README.md•2.92 kB
# MCP Server Evaluation Tests
This directory contains initial version of the Blockscout MCP Server evaluation framework.
The idea is to re-use an existing AI agent to evaluate the MCP Server. Currently, we are using Gemini CLI.
The framework consists of two components:
1. The Blockscout MCP Server docker image.
- Configured to run in the HTTP Streamable mode.
2. The sandbox image of the Gemini CLI agent.
- Configured to pick up the config from the local `.gemini` directory.
- The URL to the MCP Server is defined in the `mcpServers` section of the config.
- The common instructions of the agent are defined in the [`GEMINI-evals.md`](GEMINI-evals.md) file.
- Gemini CLI authorization is expected to be present in the `~/.gemini` directory.

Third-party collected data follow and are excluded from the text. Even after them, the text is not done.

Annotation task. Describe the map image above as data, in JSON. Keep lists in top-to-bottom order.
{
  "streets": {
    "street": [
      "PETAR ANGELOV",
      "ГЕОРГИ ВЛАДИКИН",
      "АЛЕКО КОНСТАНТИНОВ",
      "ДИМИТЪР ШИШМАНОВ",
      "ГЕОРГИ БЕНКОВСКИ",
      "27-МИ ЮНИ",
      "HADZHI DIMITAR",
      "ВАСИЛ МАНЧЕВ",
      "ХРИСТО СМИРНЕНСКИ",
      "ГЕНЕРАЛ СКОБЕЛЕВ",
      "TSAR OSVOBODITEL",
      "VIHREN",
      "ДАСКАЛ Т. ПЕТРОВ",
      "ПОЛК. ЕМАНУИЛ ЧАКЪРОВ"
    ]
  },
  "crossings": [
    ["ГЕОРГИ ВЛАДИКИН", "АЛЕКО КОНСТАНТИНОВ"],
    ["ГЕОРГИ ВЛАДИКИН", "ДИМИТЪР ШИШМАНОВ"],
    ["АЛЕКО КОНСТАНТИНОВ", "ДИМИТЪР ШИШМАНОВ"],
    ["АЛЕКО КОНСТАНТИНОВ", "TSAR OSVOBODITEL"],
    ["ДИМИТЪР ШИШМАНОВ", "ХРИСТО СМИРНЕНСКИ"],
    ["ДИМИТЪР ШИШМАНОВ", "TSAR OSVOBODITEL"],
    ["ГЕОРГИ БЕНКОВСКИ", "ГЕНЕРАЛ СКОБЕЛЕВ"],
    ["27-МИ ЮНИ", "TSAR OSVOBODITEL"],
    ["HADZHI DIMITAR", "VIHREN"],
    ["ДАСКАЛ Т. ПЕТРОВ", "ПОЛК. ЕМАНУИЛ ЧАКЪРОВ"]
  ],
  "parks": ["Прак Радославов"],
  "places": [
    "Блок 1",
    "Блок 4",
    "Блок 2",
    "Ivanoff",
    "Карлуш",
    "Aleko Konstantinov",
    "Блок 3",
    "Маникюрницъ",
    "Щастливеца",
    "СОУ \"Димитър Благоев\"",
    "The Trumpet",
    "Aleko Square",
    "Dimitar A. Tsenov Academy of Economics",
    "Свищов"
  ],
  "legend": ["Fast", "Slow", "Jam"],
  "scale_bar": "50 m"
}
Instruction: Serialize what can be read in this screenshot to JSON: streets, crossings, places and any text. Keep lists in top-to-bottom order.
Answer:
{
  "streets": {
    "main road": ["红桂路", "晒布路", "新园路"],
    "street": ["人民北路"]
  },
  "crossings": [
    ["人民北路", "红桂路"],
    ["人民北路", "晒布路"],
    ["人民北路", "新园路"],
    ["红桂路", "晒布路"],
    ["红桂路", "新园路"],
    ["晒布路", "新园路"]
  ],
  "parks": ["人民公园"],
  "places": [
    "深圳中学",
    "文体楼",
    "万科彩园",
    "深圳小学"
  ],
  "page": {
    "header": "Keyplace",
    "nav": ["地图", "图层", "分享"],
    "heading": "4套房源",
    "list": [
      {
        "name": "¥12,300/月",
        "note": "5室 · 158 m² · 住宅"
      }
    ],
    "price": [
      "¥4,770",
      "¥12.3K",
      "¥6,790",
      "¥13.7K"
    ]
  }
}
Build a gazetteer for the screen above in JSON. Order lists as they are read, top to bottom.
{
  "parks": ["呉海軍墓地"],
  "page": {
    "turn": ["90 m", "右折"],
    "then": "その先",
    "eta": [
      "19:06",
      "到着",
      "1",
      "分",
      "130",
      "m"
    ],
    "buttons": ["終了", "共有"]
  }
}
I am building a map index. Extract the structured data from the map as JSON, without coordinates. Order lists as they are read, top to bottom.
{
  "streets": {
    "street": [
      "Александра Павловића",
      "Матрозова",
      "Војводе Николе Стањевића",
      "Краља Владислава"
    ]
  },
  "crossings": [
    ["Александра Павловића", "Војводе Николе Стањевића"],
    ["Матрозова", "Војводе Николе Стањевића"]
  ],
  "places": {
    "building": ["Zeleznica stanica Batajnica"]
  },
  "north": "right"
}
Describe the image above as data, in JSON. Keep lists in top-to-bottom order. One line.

- The model could be specified in `.gemini/.env` file or in the command line when running the agent.
## Run the tests
1. If it is necessary, build the docker image of the Blockscout MCP Server in the project root directory. Otherwise, the latest image from the Blockscout registry will be used.
```bash
docker rmi ghcr.io/blockscout/mcp-server:latest
docker build -t ghcr.io/blockscout/mcp-server .
```
2. Move to the `tests/evals` directory and run a test.
```bash
cd tests/evals
docker compose run --rm -i evaluation gemini -y -p 'Which 10 most recent logs were emitted by 0xFe89cc7aBB2C4183683ab71653C4cdc9B02D44b7 before "Nov 08 2024 04:21:35 AM (-06:00 UTC)"? on Ethereum Mainnet'
```
The MCP Server will be run automatically.
An output of the test will be on the console.
The evaluation docker container will be removed after the test is finished.
3. Stop the MCP Server.
```bash
docker compose down
```
## Gemini CLI instructions
[`GEMINI-evals.md`](GEMINI-evals.md) contains comprehensive instructions for the Gemini CLI agent to be able analyze blockchain activities.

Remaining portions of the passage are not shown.